There is no question that the child then being conceived by the complainant resulted from the act of sexual intercourse complained of. As correctly observed by the trial court:jgc:chanrobles.com.ph
"According to the Medical witness, Margie Pagaygay, at the time of examination on July 30, 1991, was found to be pregnant with fetus aging 4 to 5 months old. Based on this (sic) findings, the act or acts of sexual intercourse might have happened during approximately the period of between March 15, 1991 to April 15, 1991, a period of one month before the start of the conception. Even assuming that the accused was released from confinement in jail on April 12, 1991 as contented (sic) by him, yet from April 15, 1991, to July 30, 1991, would be approximately four (4) months after April 12, 1991. Time computation here is not so exact as like any other mathematical computation because coetus (sic) and pregnancy are mysterious acts of nature which only the Great Creator knows with exactitude. Added is the fact that on March 19, 1991, during the fiesta of Barangay Giligaon, Municipality of Siaton, Province of Negros Oriental, Lilian Gomez, a prosecution rebuttal witness saw the accused Tortillano Namayan in the said place playing "jantac" a game of chance played by means of tossing up coins. Besides, the alleged charge for which the accused Tortillano Namayan claims he had been detained is not serious and only requires minimum security risks if ever he was detained from February, 1991 to April 12, 1991. Therefore, the oral rebuttal testimony furnished by Lilian Gomez for the prosecution is credit worthy." 16
Compulsory acknowledgment, as well as the support of the child is indeed proper there being no legal impediment in doing so, as it appears that complainant and appellant are both single. The crime of rape committed by the accused carries with it, among others, the obligations to acknowledge the offspring if the character of its origin does not prevent it and to support the same. 17
WHEREFORE, the judgment appealed from is hereby AFFIRMED, modified only as far as the award of damages is concerned, which is increased to FORTY THOUSAND PESOS (P40,000) in line with current jurisprudence. 18
SO ORDERED.
Feliciano, Romero, Melo and Vitug, JJ., concur.
Endnotes:
1. Brief for the Appellant, p. 1; Rollo, p. 23.

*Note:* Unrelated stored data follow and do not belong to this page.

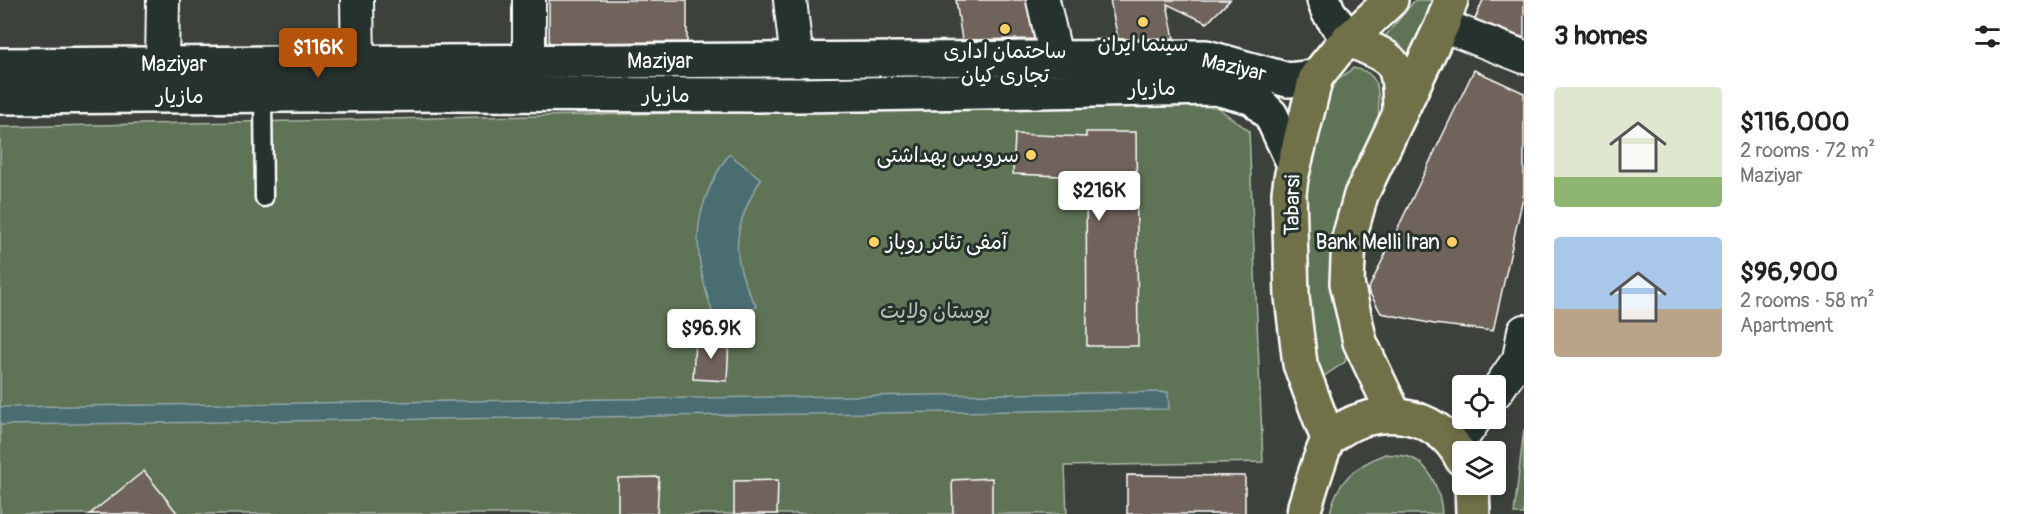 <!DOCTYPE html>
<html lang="en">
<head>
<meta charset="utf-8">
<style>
  :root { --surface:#fff; --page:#f6f6f6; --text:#222; --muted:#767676; --accent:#b45309 }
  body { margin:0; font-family:Pangolin,"Playpen Sans Arabic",sans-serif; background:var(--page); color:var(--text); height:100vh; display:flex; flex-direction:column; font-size:22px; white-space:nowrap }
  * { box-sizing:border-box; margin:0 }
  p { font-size:20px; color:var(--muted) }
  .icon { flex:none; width:33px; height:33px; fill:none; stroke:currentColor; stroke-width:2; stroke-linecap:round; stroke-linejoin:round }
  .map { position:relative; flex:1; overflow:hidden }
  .details { display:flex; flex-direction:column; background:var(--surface); width:510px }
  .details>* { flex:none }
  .controls { position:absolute; left:1452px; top:375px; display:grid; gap:12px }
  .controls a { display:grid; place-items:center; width:54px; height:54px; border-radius:6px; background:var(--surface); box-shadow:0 3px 9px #0003; font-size:30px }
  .price { position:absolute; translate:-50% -51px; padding:0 14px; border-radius:6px; background:#fff; color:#222; font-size:20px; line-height:39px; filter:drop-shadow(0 2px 3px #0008) }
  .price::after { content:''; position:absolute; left:50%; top:36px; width:18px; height:14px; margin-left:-9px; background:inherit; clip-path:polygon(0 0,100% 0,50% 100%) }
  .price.selected { background:var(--accent); color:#fff }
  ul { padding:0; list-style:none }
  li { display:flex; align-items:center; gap:18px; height:150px; padding:0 30px }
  li span { display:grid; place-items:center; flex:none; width:168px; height:120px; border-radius:6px; color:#555 }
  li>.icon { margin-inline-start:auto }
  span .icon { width:72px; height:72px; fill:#fffc; stroke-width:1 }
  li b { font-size:26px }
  h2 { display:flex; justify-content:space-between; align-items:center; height:72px; padding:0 30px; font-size:26px }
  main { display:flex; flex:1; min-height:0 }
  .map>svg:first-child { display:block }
  .green { fill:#5f7356; stroke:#afb9aa; stroke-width:1.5 }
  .water { fill:#4a6d71; stroke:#92a7aa; stroke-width:1.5 }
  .building { fill:#70635c; stroke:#fff; stroke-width:1.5 }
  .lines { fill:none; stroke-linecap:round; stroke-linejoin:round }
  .lane-casing { stroke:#fff; stroke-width:21 }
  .street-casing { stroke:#fff; stroke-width:36 }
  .secondary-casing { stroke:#fff; stroke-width:38 }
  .primary-casing { stroke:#fff; stroke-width:38 }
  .lane { stroke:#26332d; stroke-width:16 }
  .street { stroke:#26332d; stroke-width:32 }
  .secondary { stroke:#26332d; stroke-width:33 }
  .primary { stroke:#6f704a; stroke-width:33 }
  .poi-dot { fill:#ffd166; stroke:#26332d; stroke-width:2 }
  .labels { text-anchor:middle; stroke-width:6; stroke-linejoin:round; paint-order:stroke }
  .poi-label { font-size:21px; fill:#fff; stroke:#26332d }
  .street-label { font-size:21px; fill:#fff; stroke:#26332d }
  .park-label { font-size:21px; fill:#b7c0b3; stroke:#26332d }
</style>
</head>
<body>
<main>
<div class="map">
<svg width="1524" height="514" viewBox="0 0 1524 514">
  <rect width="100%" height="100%" fill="#3c413b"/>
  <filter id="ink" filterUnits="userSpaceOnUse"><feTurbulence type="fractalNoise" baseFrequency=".0167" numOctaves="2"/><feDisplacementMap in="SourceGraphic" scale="12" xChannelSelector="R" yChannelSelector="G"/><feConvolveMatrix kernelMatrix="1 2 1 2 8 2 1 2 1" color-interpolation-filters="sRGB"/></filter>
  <g filter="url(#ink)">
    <g class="green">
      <path d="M1415 0H1437L1410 67 1382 40Z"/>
      <path d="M1353 68C1363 70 1370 72 1375 81 1390 105 1354 308 1348 348L1345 362 1324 376 1309 366 1294 285 1315 112 1338 80Z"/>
      <path d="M1210 102 1249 131 1263 462 1065 466 1067 514H0V127Z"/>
      <path d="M1524 429V514H1514Z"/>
      <path d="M1385 454C1392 455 1402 455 1409 457 1431 464 1441 494 1442 514H1330C1336 480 1356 466 1385 454Z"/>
    </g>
    <g class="water">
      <path d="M729 154 761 179C733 225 728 259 757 307L714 317C692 253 689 211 729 154Z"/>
      <path d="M1168 392 1169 409 0 425V407Z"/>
    </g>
    <g class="building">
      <path d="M549 0H687V42L549 43Z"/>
      <path d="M956 0H1026L1034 39 962 40Z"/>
      <path d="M1110 0H1230L1207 23 1167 4 1174 38 1118 39Z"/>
      <path d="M1483 0H1524V38L1475 19Z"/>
      <path d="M1474 70 1524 93V193L1493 331 1434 324 1381 313 1368 290Z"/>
      <path d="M1086 132H1136L1138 346H1087L1086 177 1013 174 1015 134 1086 137Z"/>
      <path d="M695 339 729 340 727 381 693 379Z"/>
      <path d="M144 471 178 514H90Z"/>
      <path d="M1127 475 1245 476V514H1127Z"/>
      <path d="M659 477 657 514H618V478Z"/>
      <path d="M992 478V514H953L952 480Z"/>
      <path d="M778 480 777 514H734V481Z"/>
    </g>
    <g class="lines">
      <g class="lane-casing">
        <path id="lane" d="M263 95 264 198"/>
      </g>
      <g class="street-casing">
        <g id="street">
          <path d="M357 0 358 63"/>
          <path d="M529 0V62"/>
          <path d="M790 0 797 61"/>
          <path d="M1043 0 1056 57"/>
          <path d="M1442 25 1524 57"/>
          <path d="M162 64 163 0"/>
          <path d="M1496 392 1519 359 1524 331"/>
          <path d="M1456 447 1476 418"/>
        </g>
      </g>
      <g class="secondary-casing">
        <g id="secondary">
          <path d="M1324 0 1328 11 1348 39"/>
          <path d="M0 65 1206 57 1288 80 1316 77"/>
          <path d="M0 97 448 94 799 95 1216 88 1254 98 1271 115 1293 162"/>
        </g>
      </g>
      <g class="primary-casing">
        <g id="primary">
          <path d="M1348 39C1397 61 1399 57 1400 113"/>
          <path d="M1394 414 1360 342 1347 283 1349 238 1361 195 1442 25 1451 0"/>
          <path d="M1328 439 1300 364 1292 297 1289 193 1291 178 1316 77 1337 51 1391 0"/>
          <path d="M1472 484 1473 514"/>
          <path d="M1304 514 1305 506C1309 494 1323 445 1330 438 1370 402 1438 409 1462 459"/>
        </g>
      </g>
      <use href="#lane" class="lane"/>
      <use href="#street" class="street"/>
      <use href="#secondary" class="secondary"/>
      <use href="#primary" class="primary"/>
    </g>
  </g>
  <g class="poi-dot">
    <circle cx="1143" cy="22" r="6"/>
    <circle cx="1005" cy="29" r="6"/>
    <circle cx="1031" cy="155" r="6"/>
    <circle cx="874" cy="242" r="6"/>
    <circle cx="1452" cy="242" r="6"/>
  </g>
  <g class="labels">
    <g class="poi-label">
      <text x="1143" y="51">سینما ایران</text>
      <text x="1005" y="58">ساحتمان اداری<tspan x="1005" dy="24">تجاری کیان</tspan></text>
      <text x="1019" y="162" text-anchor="end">سرویس بهداشتی</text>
      <text x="886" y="249" text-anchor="start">آمفی تئاتر روباز</text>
      <text x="1440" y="249" text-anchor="end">Bank Melli Iran</text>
    </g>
    <g class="street-label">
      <text x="660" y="68">Maziyar</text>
      <text x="174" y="71">Maziyar</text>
      <text transform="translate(1234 67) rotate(13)" y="7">Maziyar</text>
      <text transform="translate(1152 88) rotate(-1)" y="7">مازیار</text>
      <text x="666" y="102">مازیار</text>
      <text x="180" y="103">مازیار</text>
      <text transform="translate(1292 205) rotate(-89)" y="7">Tabarsi</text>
    </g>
    <g class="park-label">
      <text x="935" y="318">بوستان ولایت</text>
    </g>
  </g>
</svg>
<div class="controls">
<a><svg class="icon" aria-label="locate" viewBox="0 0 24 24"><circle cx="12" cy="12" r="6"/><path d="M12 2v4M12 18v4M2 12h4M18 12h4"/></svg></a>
<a><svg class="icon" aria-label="layers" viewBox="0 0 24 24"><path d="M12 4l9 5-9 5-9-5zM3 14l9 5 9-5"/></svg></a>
</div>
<b class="price selected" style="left:318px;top:79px">$116K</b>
<b class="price" style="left:1099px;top:222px">$216K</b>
<b class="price" style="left:711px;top:360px">$96.9K</b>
</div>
<section class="details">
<h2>3 homes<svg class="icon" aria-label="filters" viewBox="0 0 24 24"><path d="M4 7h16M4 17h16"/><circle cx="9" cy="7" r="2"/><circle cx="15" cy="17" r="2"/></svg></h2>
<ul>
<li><span style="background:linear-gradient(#dfe7d0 75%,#8fb573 0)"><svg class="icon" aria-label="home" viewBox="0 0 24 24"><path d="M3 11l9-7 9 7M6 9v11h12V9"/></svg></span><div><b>$116,000</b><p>2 rooms · 72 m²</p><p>Maziyar</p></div></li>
<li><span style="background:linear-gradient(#a9c7e8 60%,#b9a48a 0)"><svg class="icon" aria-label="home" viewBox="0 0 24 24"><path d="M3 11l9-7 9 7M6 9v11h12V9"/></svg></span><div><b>$96,900</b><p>2 rooms · 58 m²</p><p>Apartment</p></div></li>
</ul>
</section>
</main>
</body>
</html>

2. Decision, p. 2; Psychiatric Evaluation, Exhibit "A" ; TSN, pp. 3-7.
3. TSN, pp. 5-6, Hearing of November 19, 1991.
4. TSN, pp. 6-8, Hearing of November 19, 1991.
5. TSN, p. 8, Hearing of November 28, 1991.
6. TSN, p. 4, Hearing of December 10, 1991.
7. Appellee’s Brief, pp. 9-10, citing TSN, R. Gadayan, December 10, 1991, pp. 11, 13.
8. Id., p. 10, citing TSN, R. Gadayan, December 10, 1991, p. 16.
9. TSN, pp. 4-6, Hearing of January 8, 1992.
10. TSN, pp. 14-16, Id.
11. People v. Brioso, G.R. No. L-28482, January 30, 1971; 37 SCRA 336. See also "People v. Umali", G.R. No. 76530, March 1, 1995; "People v. Morin", G.R. No. 101794, February 24, 1995.
12. 137 SCRA 130.
13. People v. Robles, 170 SCRA 557.
14. People v. Coral, Matilde, Jr. v. Jabson, 68 -SCRA 456; People v. Robles, 170 SCRA 557; People v. Joya, 227 SCRA 9.
15.." . .
1. By using force or intimidation;
2. When the woman deprived of reason or otherwise unconscious; andx x x
16. RTC Decision, pp. 2-3; Rollo, pp. 13-14.
17. People v. Luchico, 49 Phil. 689, 698.
18. People v. Antonio, 233 SCRA 283.